Lionpoint is a global consulting firm focused on delivering operational transformation and enabling technology solutions to the alternative investment industry, Senior Consultant Yang Storronningen chats to Private Equity Wire about some of the current opportunities and challenges facing alt asset managers and in particular obstacles specific to emerging managers…
What are the primary challenges your firm and your clients are facing and what is critical to these being overcome?
A challenge that will be felt across more traditional PE/alternative asset managers will be the targeting of new pools of capital, namely private wealth channels, in a sustainable way.

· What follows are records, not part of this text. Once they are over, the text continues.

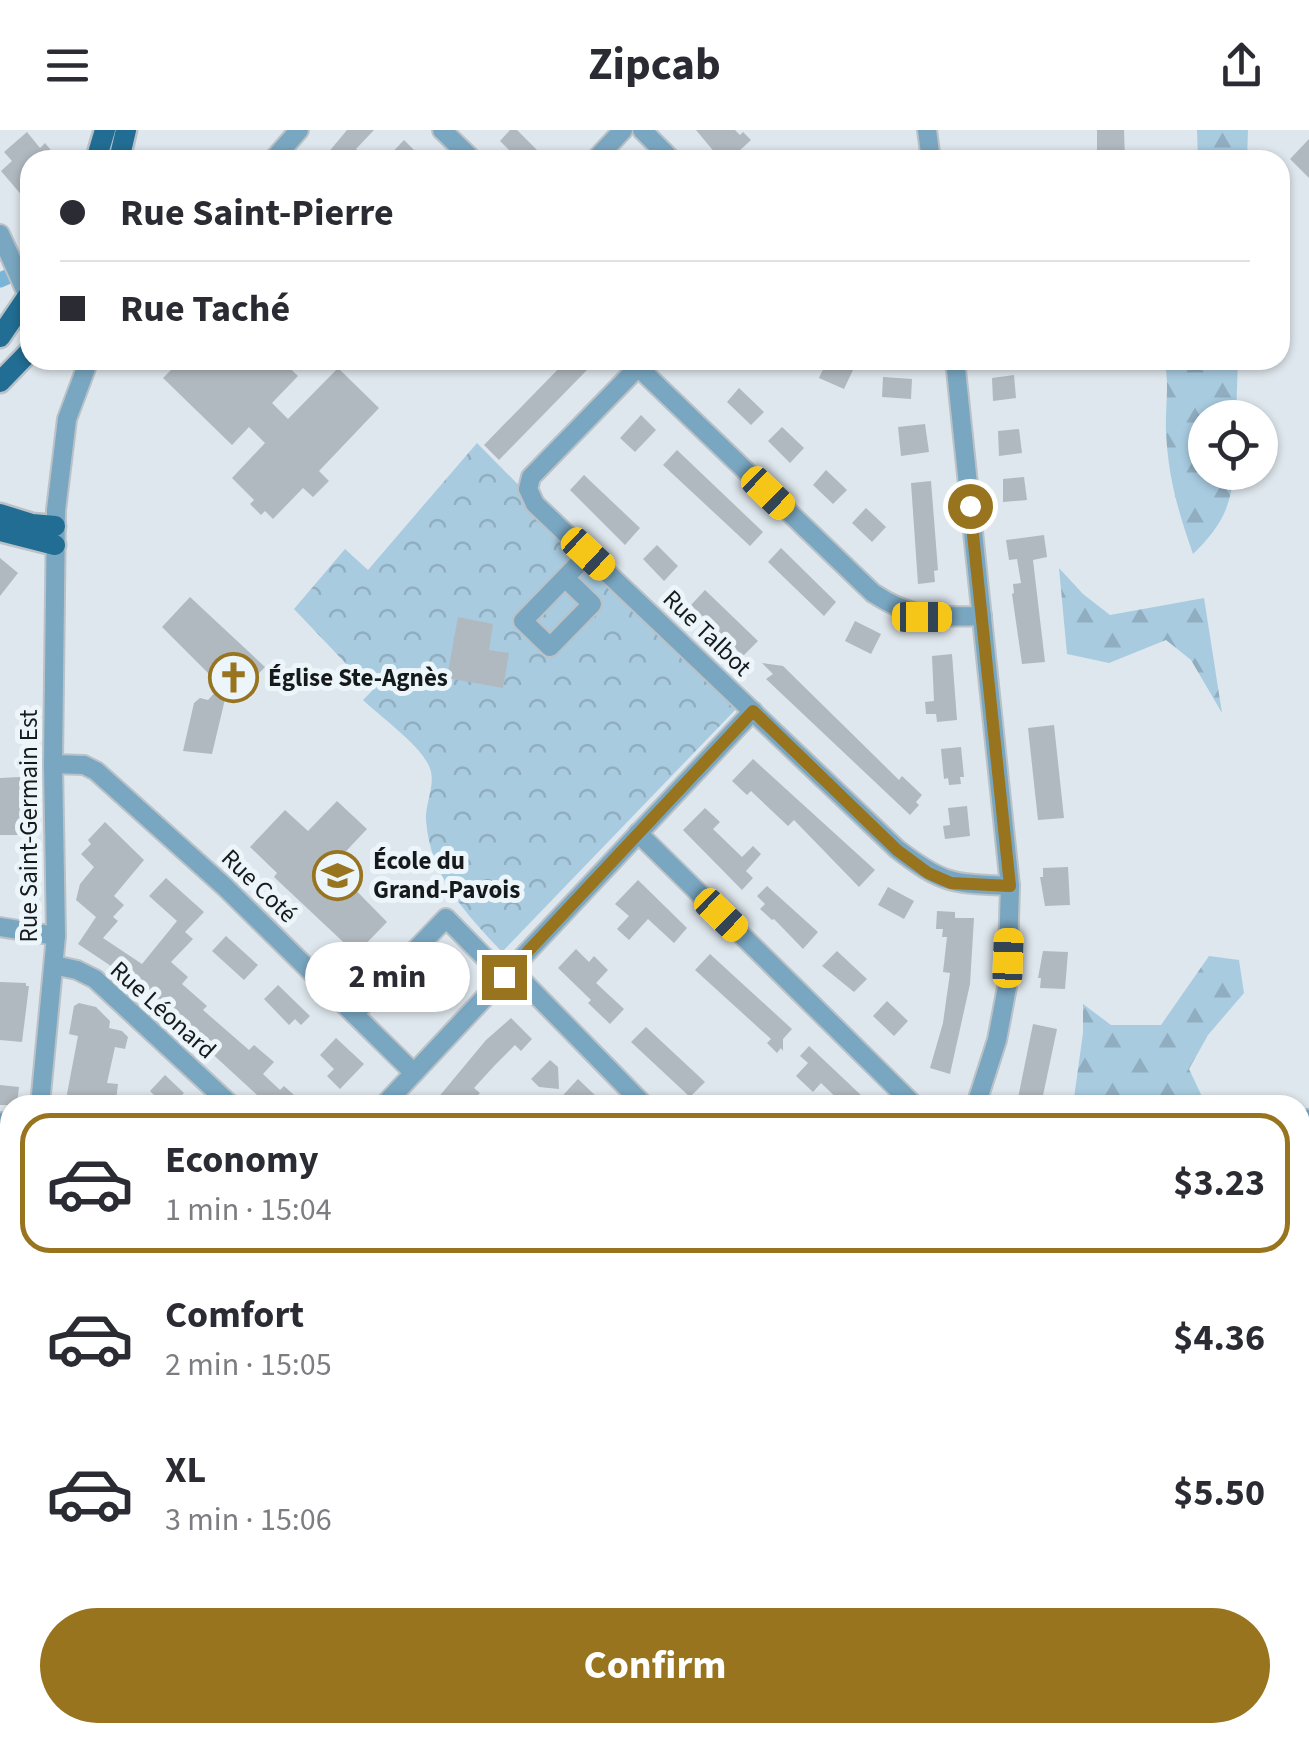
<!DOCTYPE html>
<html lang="en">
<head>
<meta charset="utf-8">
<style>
  body { margin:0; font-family:"Source Sans 3",sans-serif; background:#f7f7f7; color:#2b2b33; height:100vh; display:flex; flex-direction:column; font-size:38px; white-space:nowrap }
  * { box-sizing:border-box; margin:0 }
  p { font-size:32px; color:#7c7c81 }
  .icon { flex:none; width:55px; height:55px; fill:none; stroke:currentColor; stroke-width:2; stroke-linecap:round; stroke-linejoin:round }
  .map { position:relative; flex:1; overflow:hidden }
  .side { position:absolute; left:0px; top:965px; width:1310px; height:648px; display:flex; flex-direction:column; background:#fff; border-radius:30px 30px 0 0; box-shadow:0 2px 8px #0004 }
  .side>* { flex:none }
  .top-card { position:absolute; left:20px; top:20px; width:1270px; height:220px; border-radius:30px; box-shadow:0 2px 8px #0004; display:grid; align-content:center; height:220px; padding:0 40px; background:#fff }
  .tools { position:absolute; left:1188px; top:270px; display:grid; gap:20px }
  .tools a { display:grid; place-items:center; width:90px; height:90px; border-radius:50%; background:#fff; box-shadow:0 2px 8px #0004; font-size:50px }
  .end { position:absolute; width:45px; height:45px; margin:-22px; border:12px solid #98741e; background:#fff; box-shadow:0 0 0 5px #fff }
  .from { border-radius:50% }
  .bubble { position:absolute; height:70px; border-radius:35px; background:#fff; box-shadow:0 2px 8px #0004; font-size:32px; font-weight:700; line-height:70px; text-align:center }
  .car { position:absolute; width:30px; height:60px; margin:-30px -15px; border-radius:12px; box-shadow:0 0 8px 2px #0007; background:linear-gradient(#f5c518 24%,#345 0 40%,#f5c518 0 76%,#345 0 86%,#f5c518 0) }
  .top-card b { display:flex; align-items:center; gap:35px; height:95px; font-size:38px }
  .top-card b+b { border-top:2px solid #e1e1e2 }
  .top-card i { width:25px; height:25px; background:#2b2b33 }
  ul { padding:18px 0 0; list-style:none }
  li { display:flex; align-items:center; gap:30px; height:140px; margin:0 20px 15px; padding:0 20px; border:5px solid transparent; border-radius:30px }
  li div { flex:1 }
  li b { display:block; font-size:38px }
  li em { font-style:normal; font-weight:700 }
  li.current { border-color:#98741e }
  li>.icon { width:90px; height:90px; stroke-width:1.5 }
  .action { display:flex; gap:20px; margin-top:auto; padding:20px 40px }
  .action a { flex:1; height:115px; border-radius:60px; background:#98741e; color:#fff; font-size:40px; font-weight:700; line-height:115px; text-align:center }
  header { display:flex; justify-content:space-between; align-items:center; height:130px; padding:0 40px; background:#fff; font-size:45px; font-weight:700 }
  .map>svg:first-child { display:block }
</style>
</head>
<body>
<header><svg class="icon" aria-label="menu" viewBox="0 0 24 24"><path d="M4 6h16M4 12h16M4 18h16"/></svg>Zipcab<svg class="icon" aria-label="share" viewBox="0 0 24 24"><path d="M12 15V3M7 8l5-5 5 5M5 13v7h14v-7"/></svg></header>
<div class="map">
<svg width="1309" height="1612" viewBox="0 0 1309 1612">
  <defs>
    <pattern id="forest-firs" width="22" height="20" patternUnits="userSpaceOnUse" patternTransform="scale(2.5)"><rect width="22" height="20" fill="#a8cbe0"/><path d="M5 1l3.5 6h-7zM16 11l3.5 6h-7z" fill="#90aec0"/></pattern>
    <pattern id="park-crowns" width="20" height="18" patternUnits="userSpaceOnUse" patternTransform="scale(2.5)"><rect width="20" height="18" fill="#a8cbe0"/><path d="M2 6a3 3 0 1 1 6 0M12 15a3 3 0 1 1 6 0" fill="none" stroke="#90aec0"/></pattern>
  </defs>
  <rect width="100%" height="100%" fill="#dee7ed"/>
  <g fill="url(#forest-firs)">
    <path d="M1197,0H1248L1247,30H1198Z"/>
    <path d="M1164,230H1238L1236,287L1205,288V342L1233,343C1232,378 1218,400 1193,424C1178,381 1168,347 1166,301C1165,277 1170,253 1164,230Z"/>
    <path d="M1059,438L1083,464L1110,485L1204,468L1222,583L1191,530L1166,510L1109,533L1067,524Z"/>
    <path d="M1209,826L1239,830L1244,863L1208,905L1189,939L1206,975H1163L1153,965L1143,975H1073L1083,903V874L1111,895H1161Z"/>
    <path d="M678,1603V1602L853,1603L843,1612H680Z"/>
  </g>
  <path fill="url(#park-crowns)" d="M477,313L738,577L502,822C465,782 430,746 426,690C425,672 437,653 429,636C420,615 381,587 363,570L372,561L294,479L345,419L368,440Z"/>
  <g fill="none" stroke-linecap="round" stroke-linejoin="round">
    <path stroke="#7ab4d6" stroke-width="15" d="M0,150L7,147"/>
  </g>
  <g fill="#b0b9bf">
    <path d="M347,0H374L356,19L361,23L355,30H322Z"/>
    <path d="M510,0H517L547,30H519L500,11Z"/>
    <path d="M696,0H735L740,5L743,2L751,10L739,21L748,30H721Z"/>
    <path d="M1097,0H1124L1125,30H1097Z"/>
    <path d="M27,2L40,18L45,13L59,30H30V75L1,41L12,31L4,22Z"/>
    <path d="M1309,9V48L1290,29Z"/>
    <path d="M404,10L424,30H385Z"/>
    <path d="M181,230H281L298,246L272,273L288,289L338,238L379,278L319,341L329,351L313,367L303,358L273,389L265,381L261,385L250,374L254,370L232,348L265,313L249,297L232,315L163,248Z"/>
    <path d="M567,230H577L587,240L499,330L484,315Z"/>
    <path d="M827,230L853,240L844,259L819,248Z"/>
    <path d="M1014,245L1016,268L993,271L992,248Z"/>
    <path d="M883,247L912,249L911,269L882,267Z"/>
    <path d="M739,258L764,282L751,295L727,272Z"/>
    <path d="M641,285L656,300L635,322L620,308Z"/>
    <path d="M925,294L929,322L901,326L898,297Z"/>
    <path d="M782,297L804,318L790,333L768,311Z"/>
    <path d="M1019,299L1022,323L999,326L998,301Z"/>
    <path d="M677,320L763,402L750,416L663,335Z"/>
    <path d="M826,340L847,360L833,374L813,355Z"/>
    <path d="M584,345L640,398L625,415L570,360Z"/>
    <path d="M1024,347L1027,370L1003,372V349Z"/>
    <path d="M931,351L938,440L934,441L935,452L918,454L911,353Z"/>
    <path d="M866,378L886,397L872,412L852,393Z"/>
    <path d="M1044,405L1047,427L1033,430L1045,532L1022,534L1012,464L1014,463L1013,454L1021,453L1017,429L1009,430L1006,410Z"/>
    <path d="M657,415L678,436L664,451L643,429Z"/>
    <path d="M781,418L836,472L824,486L768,432Z"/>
    <path d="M0,428L18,443L0,466Z"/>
    <path d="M705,460L758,511L743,526L691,475Z"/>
    <path d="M190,467L265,537L233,569L226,565L212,624L183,621L194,573L200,568L208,570L221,556L162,497Z"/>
    <path d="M458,487L493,494L489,520L509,523L503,558L447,548Z"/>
    <path d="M855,491L881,504L871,524L845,511Z"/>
    <path d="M952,524L957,590L937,592L936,584H926L925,572L934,571L932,526Z"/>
    <path d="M762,533L783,536L899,650L902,646L922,665L916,672L919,675L910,685L766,549L773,544Z"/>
    <path d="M1054,595L1064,688L1038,690L1028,598Z"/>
    <path d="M961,617L964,647H960L961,654L949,655L948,648L944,649L941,619Z"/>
    <path d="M753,629L875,740L859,757L794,690L788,696L751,661L747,665L732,651Z"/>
    <path d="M20,647L21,705H0V648Z"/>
    <path d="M337,671L367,699L332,736L387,792L356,824L274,747L277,743L250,717L285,680L308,701Z"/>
    <path d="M967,676L970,706L945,709L943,696L950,695L948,678Z"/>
    <path d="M705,678L720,692L713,699L742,727L753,716L761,724L746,741L753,748L742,760L683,700Z"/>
    <path d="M105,692L144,730L114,766L124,775L113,787L118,791L103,808L142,834L177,791L149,766L166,748L204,782L185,802L193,809L171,832L188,847L182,854L207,876L203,880L249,920L254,915L274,932L263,944L280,960L284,956L294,965L290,969L297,975H268L182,896L180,899L112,842L114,838L78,814L96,787L76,770L80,754L94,737L81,724L91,714L88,710Z"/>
    <path d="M1068,737L1070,775L1045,776L1040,747H1043V738Z"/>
    <path d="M638,750L687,798L674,813L648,789L629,810L617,799L629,786L615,774Z"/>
    <path d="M767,756L818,802L803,819L774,789L772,790L760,779L765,774L757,766Z"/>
    <path d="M888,757L914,771L904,789L878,775Z"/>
    <path d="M937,781L955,782V788H974L970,854L950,944L930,938L943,893L950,843L943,842L947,807H942L943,799H936Z"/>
    <path d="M226,806L258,835L244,850L212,821Z"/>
    <path d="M576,819L589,832L594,826L608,840L596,853L624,879L610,894L588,873L591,870L558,838Z"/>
    <path d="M837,821L867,849L854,862L822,836Z"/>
    <path d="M1043,821L1068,822L1065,859L1040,858L1041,848H1038Z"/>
    <path d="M710,824L792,899L783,909V921L781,918L777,923L767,913L771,909L695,840Z"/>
    <path d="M0,852L26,853V856H29L22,912L0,910Z"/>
    <path d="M278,855L310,886L301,895L295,889L289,895L264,869Z"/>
    <path d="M887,871L908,891L894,906L873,886Z"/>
    <path d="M79,873L96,877L110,891L109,898L122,901L128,907L125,919L115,917L107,953L118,954L116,971L69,968L67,964L78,906L69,904L74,876Z"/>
    <path d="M511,888L532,909L521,921L515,915L495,935L474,958L480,963L468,975H432L486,910Z"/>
    <path d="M1033,894L1057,899L1041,975L1017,973Z"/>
    <path d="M646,897L705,952L690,967L631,912Z"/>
    <path d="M336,908L364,934L340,959L327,946L334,939L320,925Z"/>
    <path d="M809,916L863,967L855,975H844L821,953L813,962L796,946L808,933L800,926Z"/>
    <path d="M550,930L558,937L559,959L539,957L531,949Z"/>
    <path d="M165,945L184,963L173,975H156L150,970L154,965L150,961Z"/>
    <path d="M578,949L598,968L591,975H554Z"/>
    <path d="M0,955L19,957L17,975H0Z"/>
  </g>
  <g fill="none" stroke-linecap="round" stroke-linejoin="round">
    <defs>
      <g id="minor">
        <path d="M442,0L473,30"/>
        <path d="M642,0L672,30"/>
        <path d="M927,0L931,30"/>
        <path d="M273,30L299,0"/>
        <path d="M595,30L623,0"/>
        <path d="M0,104L28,166"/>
        <path d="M645,230L531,347L528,359L535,374L897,719C944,755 952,753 1010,756"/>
        <path d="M955,230L1010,756L1007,857L997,910L976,975"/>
        <path d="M638,237L873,463C912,489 936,487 982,486"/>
        <path d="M565,448L592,474L550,517L523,491L588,424"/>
        <path d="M53,634L84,635L96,641L225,757L414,943"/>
        <path d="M638,703L914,975"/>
        <path d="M0,797L56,806"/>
        <path d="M54,835L77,840L95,849L231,975"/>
        <path d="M511,839L644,975"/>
        <path d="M354,884L446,788L504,847"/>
        <path d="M40,975L56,806L53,634L56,380L67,289L89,230"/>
        <path d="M384,975L753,581"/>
        <path d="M1300,990L1309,989"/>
        <path d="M0,992L10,996"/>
        <path d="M0,1199L10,1152"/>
        <path d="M0,1220L10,1224"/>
        <path d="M1300,1365L1309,1358"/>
        <path d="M0,1380L10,1389"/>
        <path d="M1300,1451L1309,1459"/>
        <path d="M0,1523L10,1532"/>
        <path d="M85,1602L95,1612"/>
        <path d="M240,1602L250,1612"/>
        <path d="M435,1602L445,1612"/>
        <path d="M1094,1602L1104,1612"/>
        <path d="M1295,1602L1305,1612"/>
        <path d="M482,1612L495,1602"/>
        <path d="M972,1612L983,1602"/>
      </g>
      <g id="major">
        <path d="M96,30L105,0"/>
        <path d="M119,30L126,0"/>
        <path d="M0,207L30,163"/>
        <path d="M0,252L30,221"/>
        <path d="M0,384L32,394L55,396"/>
        <path d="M0,401L55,415"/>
      </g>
    </defs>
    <use href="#minor" stroke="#bac2c7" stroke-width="22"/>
    <use href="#major" stroke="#bac2c7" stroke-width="25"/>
    <use href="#minor" stroke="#79a6c1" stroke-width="18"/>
    <use href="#major" stroke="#216d93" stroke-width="20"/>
    <g stroke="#313437" stroke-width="5" stroke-dasharray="5 10" stroke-linecap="butt">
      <path d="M1300,1298L1309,1291"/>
      <path d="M878,1612L889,1602"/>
    </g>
  </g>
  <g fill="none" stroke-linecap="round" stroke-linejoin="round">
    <path stroke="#98741e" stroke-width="12" d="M504,847L753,581L897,720L928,743L951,753L1010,756L970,376"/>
  </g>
  <defs>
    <symbol id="church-ring" viewBox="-11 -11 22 22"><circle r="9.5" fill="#ebf5fa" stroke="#98741e" stroke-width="1.5"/><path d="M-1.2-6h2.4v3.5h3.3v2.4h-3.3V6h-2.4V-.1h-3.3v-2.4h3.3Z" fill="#98741e"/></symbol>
    <symbol id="school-ring" viewBox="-11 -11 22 22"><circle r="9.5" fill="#ebf5fa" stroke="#98741e" stroke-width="1.5"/><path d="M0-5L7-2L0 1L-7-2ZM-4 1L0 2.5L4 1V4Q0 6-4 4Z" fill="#98741e"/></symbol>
  </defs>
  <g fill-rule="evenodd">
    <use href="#church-ring" x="206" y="520" width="55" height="55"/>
    <use href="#school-ring" x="310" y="718" width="55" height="55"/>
  </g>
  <g text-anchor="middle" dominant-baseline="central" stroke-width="10" stroke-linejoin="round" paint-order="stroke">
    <g font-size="25" fill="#171a1c" stroke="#ebf5fa">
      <text transform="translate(707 503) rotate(44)">Rue Talbot</text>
      <text transform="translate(29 696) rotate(-90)">Rue Saint-Germain Est</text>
      <text transform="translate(259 756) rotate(44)">Rue Coté</text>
      <text transform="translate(163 880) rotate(42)">Rue Léonard</text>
    </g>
    <g font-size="25" font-weight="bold" fill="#171a1c" stroke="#ebf5fa" text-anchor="start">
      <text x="268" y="548">Église Ste-Agnès</text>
      <text x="373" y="731">École du<tspan x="373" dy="29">Grand-Pavois</tspan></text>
    </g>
  </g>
</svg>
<div class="tools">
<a><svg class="icon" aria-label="locate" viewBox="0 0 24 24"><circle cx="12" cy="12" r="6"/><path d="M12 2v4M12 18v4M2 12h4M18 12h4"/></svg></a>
</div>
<i class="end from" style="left:970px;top:376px"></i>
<i class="end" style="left:504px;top:847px"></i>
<div class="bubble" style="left:305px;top:812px;width:165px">2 min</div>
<i class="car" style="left:768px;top:363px;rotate:134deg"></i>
<i class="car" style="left:588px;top:424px;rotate:133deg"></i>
<i class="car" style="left:922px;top:487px;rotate:90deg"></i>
<i class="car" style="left:721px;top:785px;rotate:134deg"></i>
<i class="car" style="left:1008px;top:828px;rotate:2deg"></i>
<div class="top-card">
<b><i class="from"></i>Rue Saint-Pierre</b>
<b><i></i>Rue Taché</b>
</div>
<section class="side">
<ul>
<li class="current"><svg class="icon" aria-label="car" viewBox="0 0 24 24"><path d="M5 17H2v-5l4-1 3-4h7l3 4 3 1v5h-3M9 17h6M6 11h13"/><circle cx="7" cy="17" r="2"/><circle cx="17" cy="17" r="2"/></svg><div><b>Economy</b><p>1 min · 15:04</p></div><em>$3.23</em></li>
<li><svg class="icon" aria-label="car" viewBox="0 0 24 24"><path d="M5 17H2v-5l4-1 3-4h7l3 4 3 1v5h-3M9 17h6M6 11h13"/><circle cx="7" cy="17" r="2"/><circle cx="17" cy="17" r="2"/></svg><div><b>Comfort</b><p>2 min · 15:05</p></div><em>$4.36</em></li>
<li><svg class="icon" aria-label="car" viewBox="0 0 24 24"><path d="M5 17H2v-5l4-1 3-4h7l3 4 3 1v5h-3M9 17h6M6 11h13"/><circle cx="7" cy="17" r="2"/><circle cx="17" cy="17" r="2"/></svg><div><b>XL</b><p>3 min · 15:06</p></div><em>$5.50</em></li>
</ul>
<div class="action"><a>Confirm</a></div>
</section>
</div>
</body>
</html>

Management of new clients’ changing expectations, aligning it with the existing internal infrastructure and ensuring the right resources and technology is in place will be key to sustainable growth.
There will also be an additional layer to navigate when it comes to structuring vehicles; we are seeing an increasing number of vendors offering structuring and technology solutions targeting a range of distribution models and jurisdictions.
Ultimately, what sits behind these challenges will be an exercise in data cleanup, ongoing management, governance and quality, especially integration of data across systems for the purposes of reporting, both directly to clients and to third party platforms and distributors.
Are there upcoming regulatory changes which could affect your business and that of your clients?
One primary regulatory change that has been converging with the wider market trend of retailisation of private assets has been the ELTIF regulations and the equivalent LTAF rules in the UK. The expectation is that as the new ELTIF 2.0 regime that will become effective January 2024 will widen the scope of assets eligible into an ELTIF, create clarity on investor eligibility and allows for increased borrowing limits. Similarly, the FCA finalised their amendments to the LTAF rules over the summer, making the LTAF more retail accessible by classifying LTAFs as RMMIs, requirements around investment allocations on liquid vs illiquid, and clarity around disclosure and value assessment requirements.
The expected impact of these regulatory changes for a manager launching these types of products is yet to be seen, but the expectation is that additional challenges will arise around resourcing in operational teams, including reporting, compliance and oversight. Additionally, we expect there to be a need for both internal and external education on the unique product features and impact to investors.
Are there obstacles which are specific to emerging managers and how have you been working around them?
One key priority for emerging managers will be partnering with the right vendors and outsourcing partners. In particular, for any systems used it is crucial to ensure the managers’ priorities are included on the vendor roadmap, ensuring the systems selected are flexible enough to meet current needs whilst simultaneously being suitable to scale with the business. To work around this, assessments of vendors will have to be done in a way that ensures product, ongoing development, implementation and ongoing support models aligns with the managers’ expectations, overall strategic architecture, schedule and budget.
Another potential obstacle for emerging managers will be the geographical stretch and the number of jurisdictions the manager can market into due to limitations around local knowledge of the investor market, local resources and internal resource to tackle different regulatory regimes. One solution to work around this is again selection of the relevant outsourcing partners, around key regulatory functions such as the AIFM or MLRO, or around key strategic and operational roles by partnering with distribution, placement or structuring firms.
Yang Storronningen, Senior Consultant, Lionpoint – With a background covering both public and private assets, Yang is a member of Lionpoint’s Strategic Advisory team in EMEA, working across with a range of alternative asset clients on strategic reviews, system selections and target operating models. Prior to joining Lionpoint she worked at M&G Investments, within both operational and change management roles. Prior to M&G Yang worked at S&P Global on their product side.